The righteousness of God, which sounds like fire and brimstone to some of our ears, which sounds like judgment is, in fact, God’s mercy made tangible, given to us in ordinary things we can see and touch and eat and drink.  The righteousness of God is love and mercy opened wide for all to experience.  The righteousness of God brings an end to fears of not measuring up to other people’s expectations of what it means to be a good Christian, or a good parent, or a good spouse, or a good child.  The righteousness of God means setting all that aside and being made new – a new body that is all of us together, a new family that is the whole world.

Jesus enters the waters of baptism and receives the gifts of God, the blessing of the Holy Spirit, just like so many of us have — at the hands of imperfect people, people like John the Baptist (or even me !) — and that is, as Jesus says, proper.  It is proper that we receive the gifts of God from the hands of ordinary people, made holy by God.  That is the meaning of Jesus’ first words about righteousness.  He is saying something to us about how we are to see each other, the way God sees us, the way my friend sees her baby boy, like parents who are falling in love with their children.  With hearts that tender.
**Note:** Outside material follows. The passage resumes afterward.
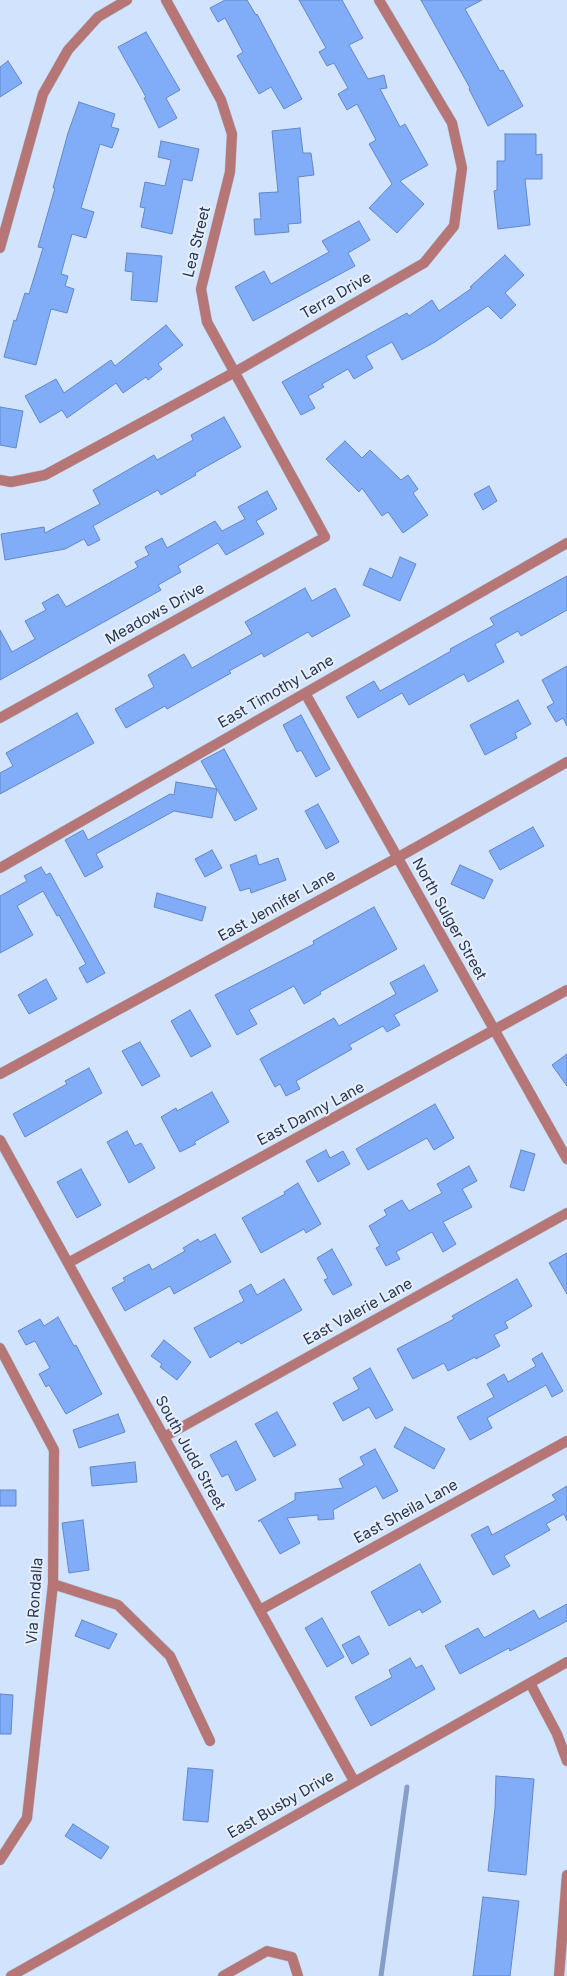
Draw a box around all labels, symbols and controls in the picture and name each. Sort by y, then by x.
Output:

Jesus uses his first words to declare and describe the righteousness of God.  God rushes to the waters to hear these first words of the child, bursting with pride that the child has heard rightly, that the child understands the righteousness God has sent this child to give away.  God says to this child, and to you, and to me, “this is my Beloved, with whom I am well pleased.”

Two short months from now it will already be Lent and we, along with churches throughout the world, will walk with those preparing to be baptized at Easter. Today, as we celebrate the Baptism of Our Lord, it is my duty and my delight to offer this invitation to all who have not yet received the gift of baptism: May we baptize you? Not because you are any more dirty or fallen or prone to failure than the rest of us, but because you — like every human being — are beautiful and good and God’s. May we baptize you?